At my 20 week appointment, my obstetrician dropped a huge bomb on me: She could no longer deliver babies. I would have to see another doctor for the rest of my pregnancy.

“WTF!” was the first thing that crossed my mind. I am a creature of habit and not too fond of change. Going into pregnancy #2, I felt a bit calmer because I knew what to expect. I knew how labor felt, what delivering a baby was like and how my doctor rolled with delivery room procedures and overall care throughout pregnancy. That was all out the window now, and I was going to have to start from scratch with a new doctor, a stranger.

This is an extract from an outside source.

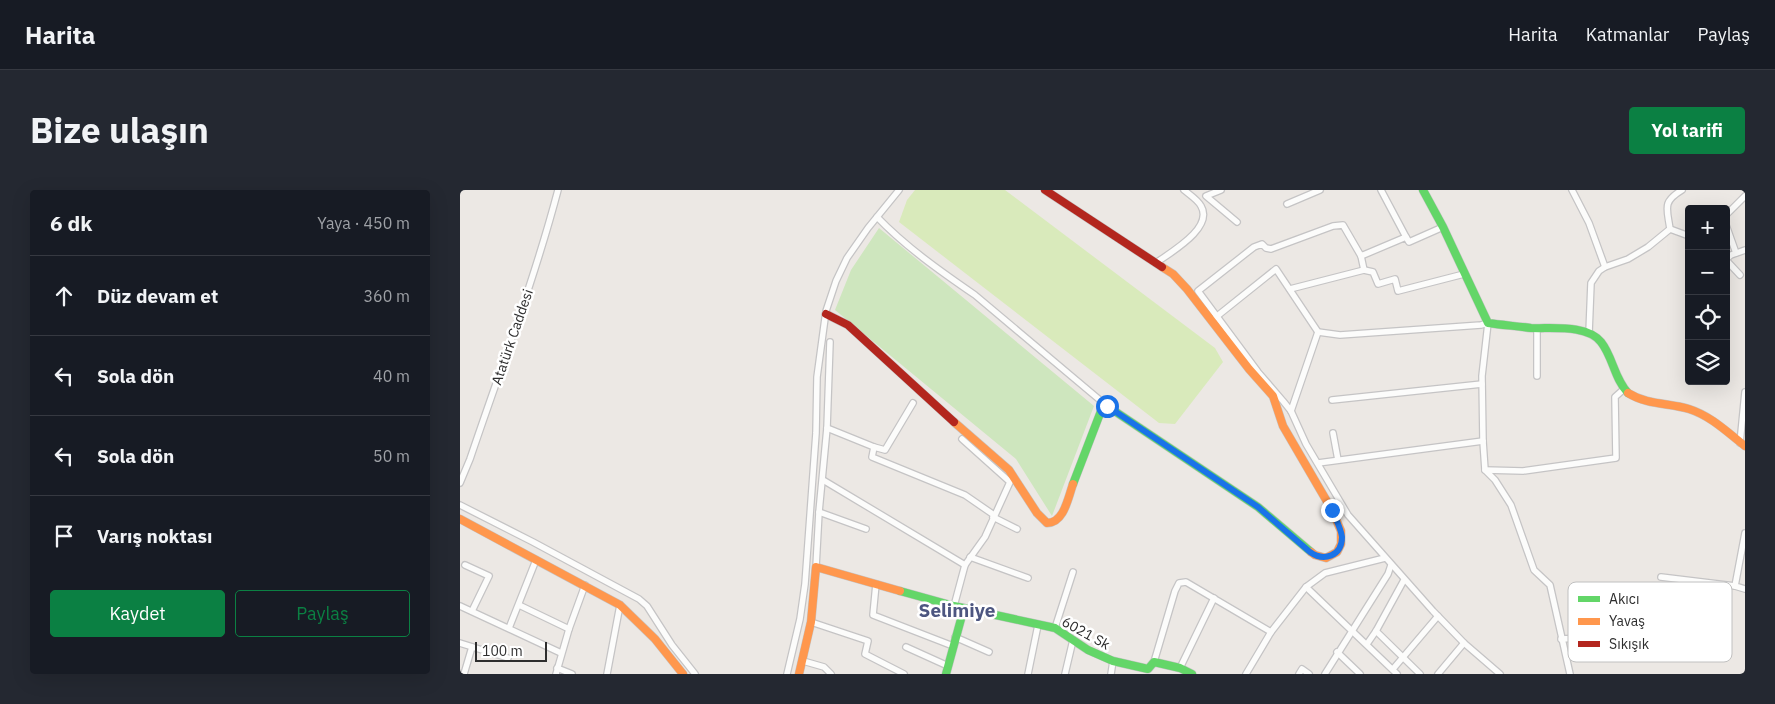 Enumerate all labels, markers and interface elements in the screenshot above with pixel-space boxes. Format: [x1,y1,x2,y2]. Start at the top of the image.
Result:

More: What I wish I’d known before becoming a young mom

My doctor suggested I meet with the other doctors that are in the practice, but she encouraged me to meet with the midwife that’s on staff in their practice. I never would have considered it had she not suggested it. My pregnancy is low-risk and I am healthy overall, so why shouldn’t I consider it? This was the first time I ever questioned how I wanted the medical care of my unborn child and me to be. I did know my first labor hadn’t been what I’d wanted. I wish I would have done more research on all of my options. As a first time mom though, I just do what I was told and what you think is the normal thing to do. For me, that meant induction, narcotics, an epidural, and pushing when the doctors told me to. I left with little memory of the birth and several tears internally an externally.

But when my OB ditched me, I decided I am taking charge. I am designing, researching, and making choices for what I want to happen the day I give birth. I have a Plan A, B, and C, and I am 100% happy with each plan. Meeting my midwife for the first time was a breath of fresh air. She answered every question I had thoroughly, honestly, and her answers exceeded my expectations. For example, her Pitocen usage rate is 10%, her C-section rate is 8%, and she will be with me the entire time I am in active labor and a couple hours after I give birth. I left our meeting feeling confident, prepared, and calm about having her attend the birth of my second child.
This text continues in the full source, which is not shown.